Hope mum and pups are doing well and that the vet's visit shows all are healthy..


----------



## lovemybabies (Apr 14, 2015)

Mommy and babies


----------



## Pointermum (Jul 2, 2010)

Congratulations


----------



## lovemybabies (Apr 14, 2015)

She is being a wonderful mom! We went to the vets... All babies and placentas are passed. The babies weigh 2 and 7/8 oz - 4 oz


----------



## lovemybabies (Apr 14, 2015)

She was crated to make sure. We thought there might be still one in there based on the scan prior to delivery... So we did it to verify that one wasn't left inside


----------



## lovemybabies (Apr 14, 2015)

X-rayed


----------



## Firedog (Oct 19, 2011)

They are just beautiful.


----------



## lovemybabies (Apr 14, 2015)

Thank you! It appears right now.. There is a black and tan ( opposite of the belge that has a black mask and instead a blonde) and yet to be determined if who are smooth or rough coated.


----------



## Firedog (Oct 19, 2011)

I do like the black and tans but there again I like them all. I would of thought if both the parents are rough coated wouldn't all the pups be?

I just think you should parcel up mum and her beautiful babies and send them to me.

They are just beautiful and they look very much Border Terrier puppies. I'm not sure how it works in the GB but in the BT's sometimes they are so dark that you think you have a blue and tan, they way to tell is with the grizzle they will have pink skin and in the blue and tan the skin is grey under the fur.

I am really looking forward to watching this little lot grow up and seeing the pictures as they develop. It has awaked the want in me for one so much. I had better start saving hard. I know here the waiting list is as long as you arm so they are hard to get obviously because there are so few puppies born.


----------



## silvi (Jul 31, 2014)

Lovely puppies and a hard working mum who should feel very proud of herself! 
Glad that she and they are doing well.


----------



## lovemybabies (Apr 14, 2015)

There can be various colors and both smooth and rough coats in each litter. aND you can't tell what type of coat the have until they are older... As they come out all sleek


----------



## lovemybabies (Apr 14, 2015)

All babies are already spoken for regardless of what coat. they all have homes with fur parents of other Griffs


----------



## lovemybabies (Apr 14, 2015)

Look at what a good mommy she is she snuggles them up with her in a little ball after they are done feeding


----------



## lovemybabies (Apr 14, 2015)

I can't begin to express what a wonderful mommy that my little girl is being as a maiden bitch!

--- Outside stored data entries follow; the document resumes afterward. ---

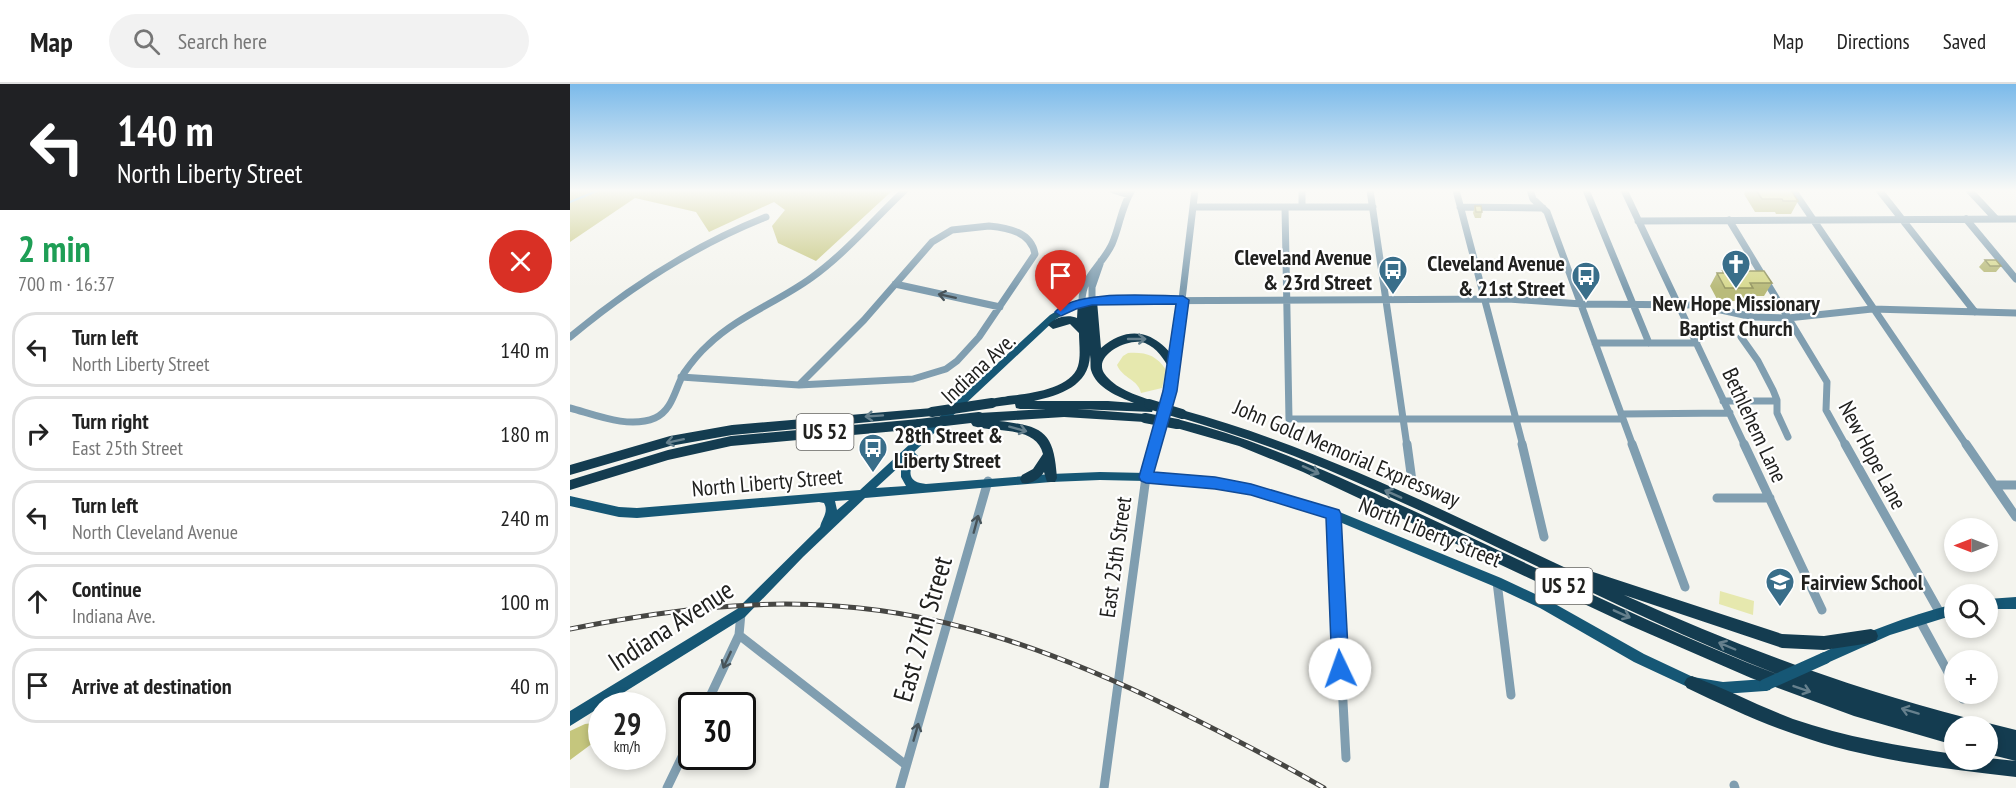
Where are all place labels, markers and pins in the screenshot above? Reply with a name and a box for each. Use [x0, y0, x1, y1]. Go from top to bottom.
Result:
place label: Cleveland Avenue & 23rd Street [1234, 243, 1373, 296]
church icon: New Hope Missionary Baptist Church [1720, 248, 1752, 290]
place label: Cleveland Avenue & 21st Street [1427, 249, 1566, 302]
pin [1035, 250, 1086, 312]
bus stop icon: Cleveland Avenue & 23rd Street [1377, 254, 1409, 296]
bus stop icon: Cleveland Avenue & 21st Street [1570, 260, 1602, 302]
place label: New Hope Missionary Baptist Church [1652, 289, 1821, 342]
place label: 28th Street & Liberty Street [894, 421, 1003, 474]
bus stop icon: 28th Street & Liberty Street [857, 432, 889, 474]
school or university icon: Fairview School [1764, 566, 1796, 608]
place label: Fairview School [1801, 568, 1924, 596]

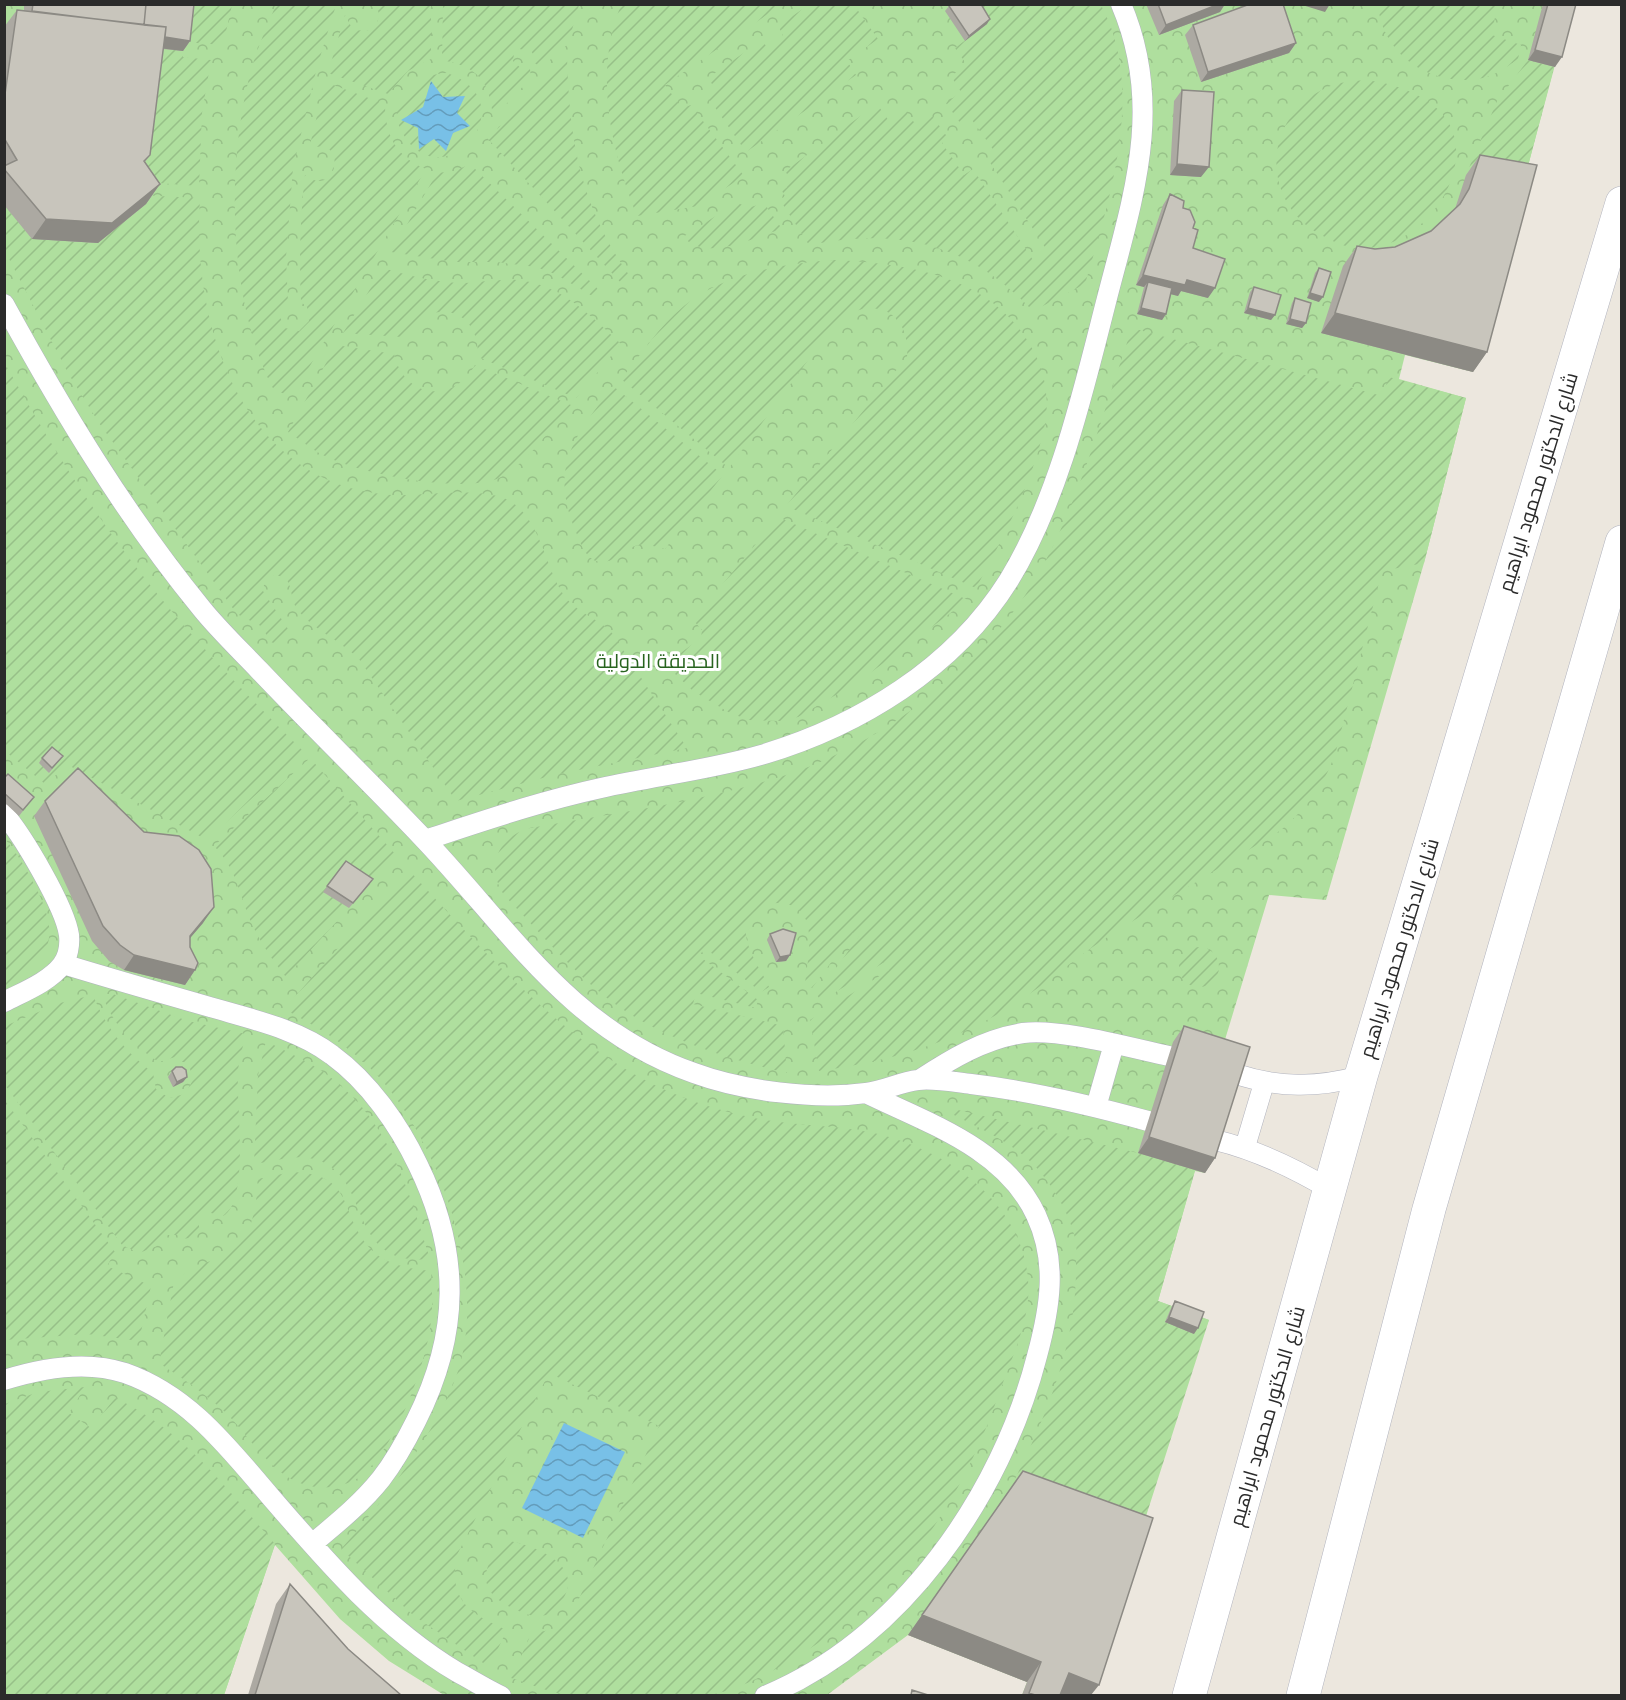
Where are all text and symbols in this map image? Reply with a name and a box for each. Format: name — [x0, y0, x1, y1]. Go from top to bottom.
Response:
street label: شارع الدكتور محمود ابراهيم — [1493, 369, 1585, 595]
park label: الحديقة الدولية — [596, 649, 720, 673]
street label: شارع الدكتور محمود ابراهيم — [1354, 835, 1446, 1061]
street label: شارع الدكتور محمود ابراهيم — [1224, 1303, 1312, 1530]

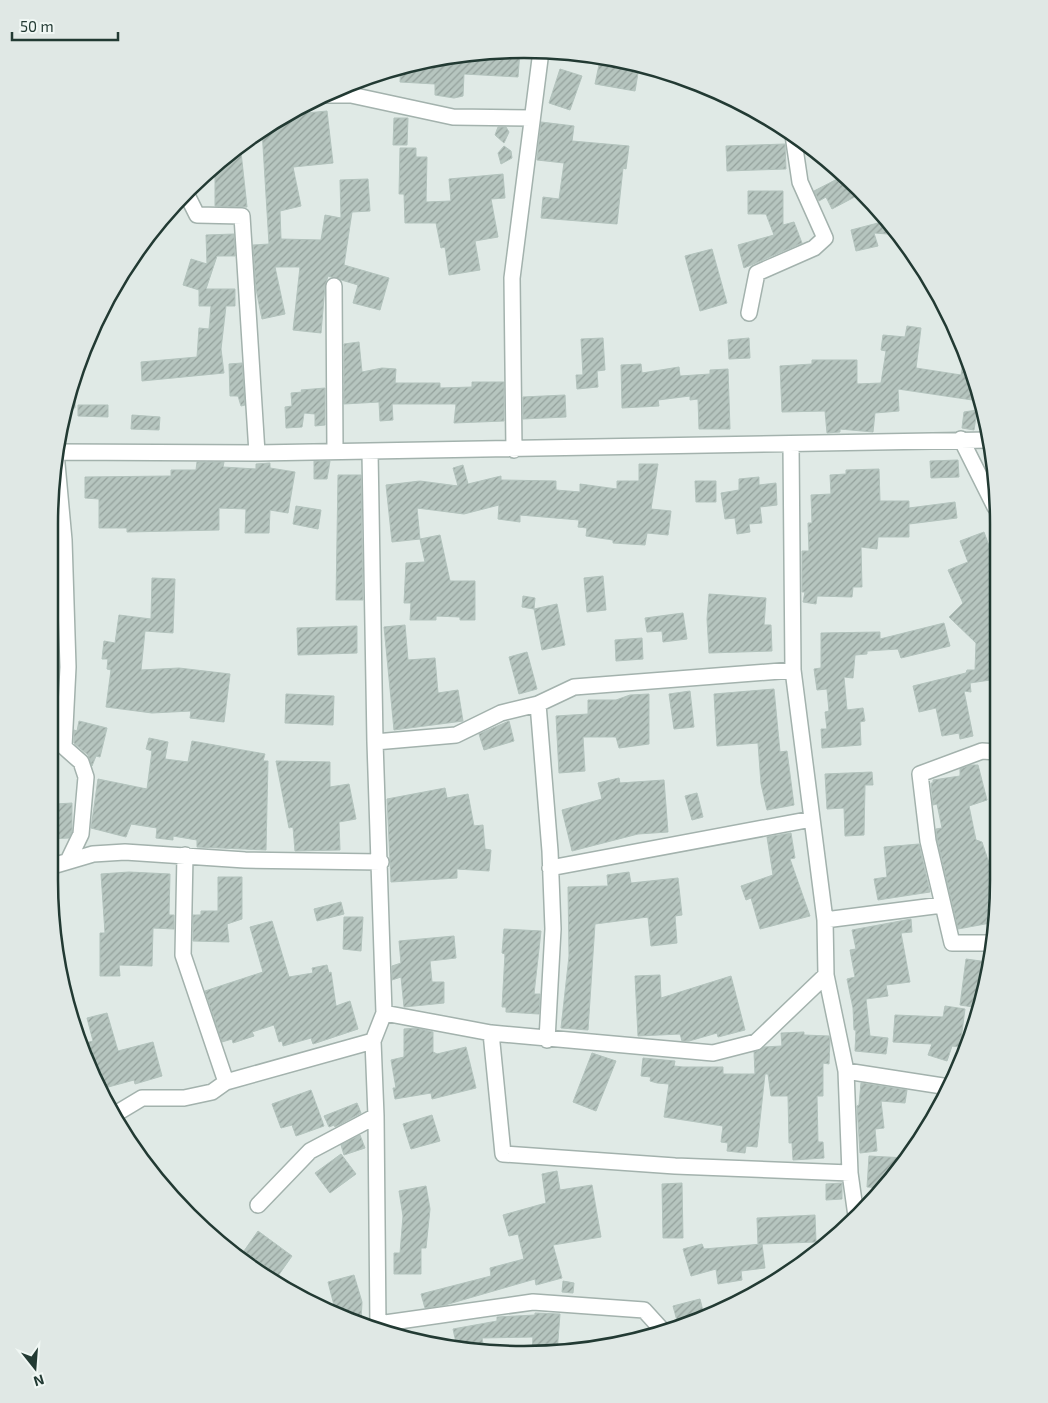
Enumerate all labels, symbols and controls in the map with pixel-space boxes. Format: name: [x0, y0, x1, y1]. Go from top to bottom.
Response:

She refuses to leave her babies other than when she chirps to go outside and runs back immediately to her wee ones 

Will give an update after weigh ins


----------



## lovemybabies (Apr 14, 2015)

I am concerned about the littlest one... Weight at time of birth was 2 and 7/8 oz... Now 3.2 @ 36 hours later... I keep putting him on the fullest teat and isn't showing any kind of distress like crying all the time and eats/suckles with great enthusiasm. I am considering adding some milk replacement to help fatten him up.

I talked to my breeder of my girl and she said that as long as he is eating and nursing and not constantly crying... He just might be one that is going to be 6-7 lbs instead of 9-12 lbs.

Here are the baby faces


----------



## lovemybabies (Apr 14, 2015)




----------



## Tanya1989 (Dec 4, 2009)

You'll find that when you start weaning the tiddlers catch up pretty well. Don't give further milk, just make sure you wake the tiddler to feed before the others wake up to give him a fighting chance for milk before getting knocked about. 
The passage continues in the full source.